Unauthorized Borrowing

Any company which wants to conduct the business need to borrow money for its commencement and unless it is authorized by the Memorandum the company cannot borrow. If the company borrows without any authority such an act is ultra vires.  The effects of such an act are: –

  1. No Loan – an ultra vires borrowing has no legal debt against the company and consequently it can be sued for the recovery of that loan. It is forbidden on the ground of public policy.
  2. Injunction – if the whole or part of the money is not spent then the lender can get restraining injunction order against the company.
  • Subrogation – when money is used to pay lawful debts of the company then the lender will be subrogated to the position of the debtor to recover his loan. In simple words, the ultra vires lender can take the place of the previous debtor and the company still has the liability to pay off the debts. This way lender’s money is protected and the company is also burdened to pay. But the subrogated lender will not get any priority over other creditors of the company.

Authorized Borrowing

When the borrowing is authorized and it’s lawful then simply because the money is used in a prejudiced manner doesn’t mitigate the remedy of the lender. The lender can lawfully recover his dues from the company provided that the lender had no knowledge of the misuse of money. In VKRST Firm v. Oriental Investment Trust Ltd., it was held that under the authority of the company, its managing director borrowed large sums of money and misappropriated them the also company was made liable.
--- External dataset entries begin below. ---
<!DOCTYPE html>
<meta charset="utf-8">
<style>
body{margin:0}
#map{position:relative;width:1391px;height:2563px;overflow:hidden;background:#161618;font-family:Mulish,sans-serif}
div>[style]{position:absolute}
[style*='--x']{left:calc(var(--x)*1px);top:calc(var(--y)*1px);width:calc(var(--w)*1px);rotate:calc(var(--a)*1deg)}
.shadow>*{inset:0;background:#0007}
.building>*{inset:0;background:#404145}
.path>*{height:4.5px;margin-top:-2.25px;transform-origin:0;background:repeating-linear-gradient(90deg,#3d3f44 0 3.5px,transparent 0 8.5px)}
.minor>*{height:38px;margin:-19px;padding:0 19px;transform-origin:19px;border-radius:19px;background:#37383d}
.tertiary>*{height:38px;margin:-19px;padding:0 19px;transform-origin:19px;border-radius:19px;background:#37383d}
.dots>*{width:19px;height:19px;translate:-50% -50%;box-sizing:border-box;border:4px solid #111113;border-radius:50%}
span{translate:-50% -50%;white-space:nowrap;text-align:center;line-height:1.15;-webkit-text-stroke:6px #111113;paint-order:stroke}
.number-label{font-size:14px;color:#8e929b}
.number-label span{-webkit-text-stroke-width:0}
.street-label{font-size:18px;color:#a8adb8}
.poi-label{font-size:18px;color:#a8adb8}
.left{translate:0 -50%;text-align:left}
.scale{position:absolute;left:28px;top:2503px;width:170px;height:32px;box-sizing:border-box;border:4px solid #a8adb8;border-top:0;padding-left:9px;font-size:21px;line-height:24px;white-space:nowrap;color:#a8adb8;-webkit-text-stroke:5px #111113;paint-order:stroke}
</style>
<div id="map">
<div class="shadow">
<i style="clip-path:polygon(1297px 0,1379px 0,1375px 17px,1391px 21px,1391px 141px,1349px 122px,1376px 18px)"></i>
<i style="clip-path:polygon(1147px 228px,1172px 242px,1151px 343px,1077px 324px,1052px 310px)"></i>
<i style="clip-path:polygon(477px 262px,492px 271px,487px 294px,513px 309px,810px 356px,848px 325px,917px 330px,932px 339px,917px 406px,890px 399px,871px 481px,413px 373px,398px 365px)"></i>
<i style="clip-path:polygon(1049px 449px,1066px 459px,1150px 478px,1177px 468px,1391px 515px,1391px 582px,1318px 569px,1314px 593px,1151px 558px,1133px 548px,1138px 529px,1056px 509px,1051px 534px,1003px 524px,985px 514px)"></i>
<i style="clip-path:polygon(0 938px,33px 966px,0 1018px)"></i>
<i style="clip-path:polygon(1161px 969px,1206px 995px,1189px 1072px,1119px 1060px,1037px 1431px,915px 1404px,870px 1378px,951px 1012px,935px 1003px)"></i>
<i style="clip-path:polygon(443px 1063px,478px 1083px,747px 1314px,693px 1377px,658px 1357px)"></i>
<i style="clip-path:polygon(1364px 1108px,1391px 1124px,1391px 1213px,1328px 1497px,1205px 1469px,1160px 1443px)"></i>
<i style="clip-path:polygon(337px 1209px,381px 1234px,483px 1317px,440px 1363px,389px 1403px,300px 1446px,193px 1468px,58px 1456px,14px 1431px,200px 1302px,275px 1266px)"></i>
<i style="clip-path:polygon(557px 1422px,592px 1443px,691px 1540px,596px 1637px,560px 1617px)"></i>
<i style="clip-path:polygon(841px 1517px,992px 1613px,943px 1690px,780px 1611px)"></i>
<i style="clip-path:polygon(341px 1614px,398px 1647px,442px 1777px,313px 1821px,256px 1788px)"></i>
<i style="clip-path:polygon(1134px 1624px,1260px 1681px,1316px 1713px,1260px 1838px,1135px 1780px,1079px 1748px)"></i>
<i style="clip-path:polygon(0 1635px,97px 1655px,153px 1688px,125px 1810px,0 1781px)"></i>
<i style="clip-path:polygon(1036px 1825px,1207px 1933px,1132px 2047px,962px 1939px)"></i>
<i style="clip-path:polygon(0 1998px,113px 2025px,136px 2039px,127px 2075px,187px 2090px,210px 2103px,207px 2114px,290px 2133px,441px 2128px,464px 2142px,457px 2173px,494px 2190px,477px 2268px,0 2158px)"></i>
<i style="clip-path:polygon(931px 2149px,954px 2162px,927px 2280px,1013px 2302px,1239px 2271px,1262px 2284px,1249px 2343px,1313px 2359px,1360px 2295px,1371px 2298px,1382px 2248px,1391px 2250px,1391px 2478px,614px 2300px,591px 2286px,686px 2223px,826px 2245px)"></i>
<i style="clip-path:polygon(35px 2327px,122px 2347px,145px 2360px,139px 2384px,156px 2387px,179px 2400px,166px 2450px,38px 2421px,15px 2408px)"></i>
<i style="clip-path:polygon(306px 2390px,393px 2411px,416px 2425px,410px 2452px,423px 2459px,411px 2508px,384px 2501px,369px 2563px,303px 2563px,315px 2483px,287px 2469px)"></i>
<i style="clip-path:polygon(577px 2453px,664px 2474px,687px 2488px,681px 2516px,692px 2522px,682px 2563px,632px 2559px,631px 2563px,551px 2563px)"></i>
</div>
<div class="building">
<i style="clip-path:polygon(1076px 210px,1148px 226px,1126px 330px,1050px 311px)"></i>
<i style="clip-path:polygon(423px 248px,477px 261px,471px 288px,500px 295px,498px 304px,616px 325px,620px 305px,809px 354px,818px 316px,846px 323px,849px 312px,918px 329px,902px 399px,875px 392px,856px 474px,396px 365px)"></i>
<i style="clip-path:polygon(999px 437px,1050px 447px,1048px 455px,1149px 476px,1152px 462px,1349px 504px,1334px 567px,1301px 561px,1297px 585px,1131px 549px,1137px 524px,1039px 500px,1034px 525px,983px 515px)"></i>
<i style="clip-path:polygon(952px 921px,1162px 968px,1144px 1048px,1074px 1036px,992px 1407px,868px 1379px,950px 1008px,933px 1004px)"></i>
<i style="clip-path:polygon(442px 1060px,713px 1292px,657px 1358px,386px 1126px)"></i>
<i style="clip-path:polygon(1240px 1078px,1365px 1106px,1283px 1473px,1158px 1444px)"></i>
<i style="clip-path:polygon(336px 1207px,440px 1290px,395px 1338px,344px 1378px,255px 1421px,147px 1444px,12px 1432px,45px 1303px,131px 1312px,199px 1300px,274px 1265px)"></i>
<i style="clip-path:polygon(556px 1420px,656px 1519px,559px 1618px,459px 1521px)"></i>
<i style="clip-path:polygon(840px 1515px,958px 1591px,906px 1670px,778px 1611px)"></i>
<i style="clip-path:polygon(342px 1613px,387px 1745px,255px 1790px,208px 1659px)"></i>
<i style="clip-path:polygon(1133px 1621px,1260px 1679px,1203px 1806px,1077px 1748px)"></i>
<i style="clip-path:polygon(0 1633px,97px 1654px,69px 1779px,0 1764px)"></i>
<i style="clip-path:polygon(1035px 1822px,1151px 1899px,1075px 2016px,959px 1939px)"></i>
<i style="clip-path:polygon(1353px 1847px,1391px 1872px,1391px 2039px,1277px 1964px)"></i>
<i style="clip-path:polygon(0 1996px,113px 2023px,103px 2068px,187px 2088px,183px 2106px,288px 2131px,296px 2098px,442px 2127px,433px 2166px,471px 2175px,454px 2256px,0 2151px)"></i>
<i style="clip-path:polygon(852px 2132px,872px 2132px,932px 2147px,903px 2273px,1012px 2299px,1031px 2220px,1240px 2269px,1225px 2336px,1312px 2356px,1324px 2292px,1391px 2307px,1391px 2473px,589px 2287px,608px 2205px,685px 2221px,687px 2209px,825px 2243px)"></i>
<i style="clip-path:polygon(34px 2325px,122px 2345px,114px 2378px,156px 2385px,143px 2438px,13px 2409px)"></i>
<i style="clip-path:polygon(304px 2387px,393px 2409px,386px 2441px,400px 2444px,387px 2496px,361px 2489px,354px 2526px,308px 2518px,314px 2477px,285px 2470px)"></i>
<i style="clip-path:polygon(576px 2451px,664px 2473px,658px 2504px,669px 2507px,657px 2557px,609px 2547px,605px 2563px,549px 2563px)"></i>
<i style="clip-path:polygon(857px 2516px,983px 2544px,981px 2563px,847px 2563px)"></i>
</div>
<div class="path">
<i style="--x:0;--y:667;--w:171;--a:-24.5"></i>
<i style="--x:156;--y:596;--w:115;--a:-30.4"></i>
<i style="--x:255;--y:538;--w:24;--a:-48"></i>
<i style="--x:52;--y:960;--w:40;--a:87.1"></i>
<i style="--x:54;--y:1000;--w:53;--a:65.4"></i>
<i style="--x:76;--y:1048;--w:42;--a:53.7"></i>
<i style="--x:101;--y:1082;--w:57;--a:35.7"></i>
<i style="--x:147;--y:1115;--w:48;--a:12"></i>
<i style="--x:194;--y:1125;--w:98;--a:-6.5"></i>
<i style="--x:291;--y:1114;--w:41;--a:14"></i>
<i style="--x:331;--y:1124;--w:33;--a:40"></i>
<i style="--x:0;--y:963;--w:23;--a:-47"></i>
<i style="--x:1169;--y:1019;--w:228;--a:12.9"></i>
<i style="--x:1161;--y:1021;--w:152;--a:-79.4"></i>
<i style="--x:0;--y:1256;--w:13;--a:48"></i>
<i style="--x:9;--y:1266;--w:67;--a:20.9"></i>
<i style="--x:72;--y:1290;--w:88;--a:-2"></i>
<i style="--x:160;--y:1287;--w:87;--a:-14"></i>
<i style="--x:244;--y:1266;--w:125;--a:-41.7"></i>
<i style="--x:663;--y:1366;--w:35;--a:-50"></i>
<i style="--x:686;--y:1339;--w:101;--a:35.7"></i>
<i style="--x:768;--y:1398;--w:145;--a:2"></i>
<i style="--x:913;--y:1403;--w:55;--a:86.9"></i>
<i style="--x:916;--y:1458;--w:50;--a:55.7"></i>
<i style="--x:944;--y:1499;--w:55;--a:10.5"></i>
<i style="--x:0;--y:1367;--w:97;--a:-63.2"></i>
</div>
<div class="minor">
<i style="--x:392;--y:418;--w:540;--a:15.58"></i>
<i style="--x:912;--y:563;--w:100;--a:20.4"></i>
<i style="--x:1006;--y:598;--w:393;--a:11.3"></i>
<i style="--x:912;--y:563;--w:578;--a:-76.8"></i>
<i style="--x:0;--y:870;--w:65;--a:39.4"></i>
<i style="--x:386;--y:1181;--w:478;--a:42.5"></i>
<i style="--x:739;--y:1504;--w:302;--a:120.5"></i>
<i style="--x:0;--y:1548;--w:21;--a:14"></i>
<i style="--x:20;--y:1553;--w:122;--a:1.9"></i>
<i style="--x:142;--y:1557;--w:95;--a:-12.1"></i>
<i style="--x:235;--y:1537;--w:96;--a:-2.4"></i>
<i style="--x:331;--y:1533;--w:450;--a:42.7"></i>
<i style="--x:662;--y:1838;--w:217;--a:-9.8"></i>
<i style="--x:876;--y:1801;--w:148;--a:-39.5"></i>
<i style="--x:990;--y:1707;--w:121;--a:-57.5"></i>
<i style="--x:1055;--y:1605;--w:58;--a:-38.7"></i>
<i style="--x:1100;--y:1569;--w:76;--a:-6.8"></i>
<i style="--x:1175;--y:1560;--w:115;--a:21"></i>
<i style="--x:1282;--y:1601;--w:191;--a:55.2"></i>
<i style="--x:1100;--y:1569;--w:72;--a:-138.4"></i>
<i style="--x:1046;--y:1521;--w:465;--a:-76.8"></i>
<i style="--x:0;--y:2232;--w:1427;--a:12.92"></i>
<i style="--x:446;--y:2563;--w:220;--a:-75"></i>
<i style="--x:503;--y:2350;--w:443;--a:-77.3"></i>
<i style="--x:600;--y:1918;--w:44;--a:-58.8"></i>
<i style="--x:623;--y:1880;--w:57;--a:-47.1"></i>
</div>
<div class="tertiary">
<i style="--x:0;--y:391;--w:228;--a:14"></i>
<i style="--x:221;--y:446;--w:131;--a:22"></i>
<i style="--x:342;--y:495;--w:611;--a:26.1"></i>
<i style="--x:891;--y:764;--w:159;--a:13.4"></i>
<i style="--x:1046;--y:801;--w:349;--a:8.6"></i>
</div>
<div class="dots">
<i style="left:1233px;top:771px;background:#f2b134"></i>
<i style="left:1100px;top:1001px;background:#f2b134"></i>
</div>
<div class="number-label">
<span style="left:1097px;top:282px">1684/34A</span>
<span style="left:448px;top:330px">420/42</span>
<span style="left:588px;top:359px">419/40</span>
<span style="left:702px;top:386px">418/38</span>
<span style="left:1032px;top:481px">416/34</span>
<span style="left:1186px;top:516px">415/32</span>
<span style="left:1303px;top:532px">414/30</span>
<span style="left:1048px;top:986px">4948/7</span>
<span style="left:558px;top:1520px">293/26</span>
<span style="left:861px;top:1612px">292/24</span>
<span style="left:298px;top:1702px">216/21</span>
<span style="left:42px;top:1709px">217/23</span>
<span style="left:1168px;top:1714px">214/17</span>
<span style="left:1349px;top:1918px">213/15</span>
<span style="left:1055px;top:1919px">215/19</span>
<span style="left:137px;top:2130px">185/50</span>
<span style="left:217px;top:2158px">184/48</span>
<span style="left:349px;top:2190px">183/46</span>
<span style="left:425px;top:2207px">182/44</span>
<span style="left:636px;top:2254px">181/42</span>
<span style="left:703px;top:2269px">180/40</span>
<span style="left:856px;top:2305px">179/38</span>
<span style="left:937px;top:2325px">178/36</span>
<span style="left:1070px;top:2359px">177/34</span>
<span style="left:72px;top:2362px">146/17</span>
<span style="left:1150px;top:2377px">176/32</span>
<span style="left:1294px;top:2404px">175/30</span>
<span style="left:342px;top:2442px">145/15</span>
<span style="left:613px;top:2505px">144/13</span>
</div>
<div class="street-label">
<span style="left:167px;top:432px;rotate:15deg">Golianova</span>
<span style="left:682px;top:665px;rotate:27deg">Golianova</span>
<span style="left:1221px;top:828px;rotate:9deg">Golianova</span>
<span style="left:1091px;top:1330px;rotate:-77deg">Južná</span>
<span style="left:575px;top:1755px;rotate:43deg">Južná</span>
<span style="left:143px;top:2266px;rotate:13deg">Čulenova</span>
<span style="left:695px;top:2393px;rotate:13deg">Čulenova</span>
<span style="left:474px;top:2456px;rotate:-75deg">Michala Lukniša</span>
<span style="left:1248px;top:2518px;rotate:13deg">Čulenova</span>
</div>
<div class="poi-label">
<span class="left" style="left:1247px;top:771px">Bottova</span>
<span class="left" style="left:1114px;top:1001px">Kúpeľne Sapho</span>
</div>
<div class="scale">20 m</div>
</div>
When borrowing is within the power of the company but outside the powers of its directors/managers then also the company may be made liable if the funds are used for lawful purpose but the Supreme Court applied this principle on circumstances and facts of each case.


The power to borrow also includes the creation of charge on the asset of the company. Under section 2(16) of the 2013 Act, it is defined as an interest or lien created on the property or assets of a company or any of its undertakings or both as security and includes a mortgage. The company by creating the charge gives the lender security on his money. After creation, it is the duty of the company under section 77 (2013) to register every charge created by it with the Registrar. A charge created on property or assets whether tangible or intangible and situated inside or outside of India has to be registered with the Registrar. The instrument is to be signed by both the company and charge and has to be registered with 30 days of its creation with required fees. Without the certificate of registration, the charge will not be taken into consideration at the time winding up by the liquidator or the creditors. Thereafter the register of charge has to be kept by both the Registrar and the Company.

Further charges are of two kinds of charges:- a fixed charge which is fixed and decided at the time of the creation of charge and floating charge which keeps on changing from time to time.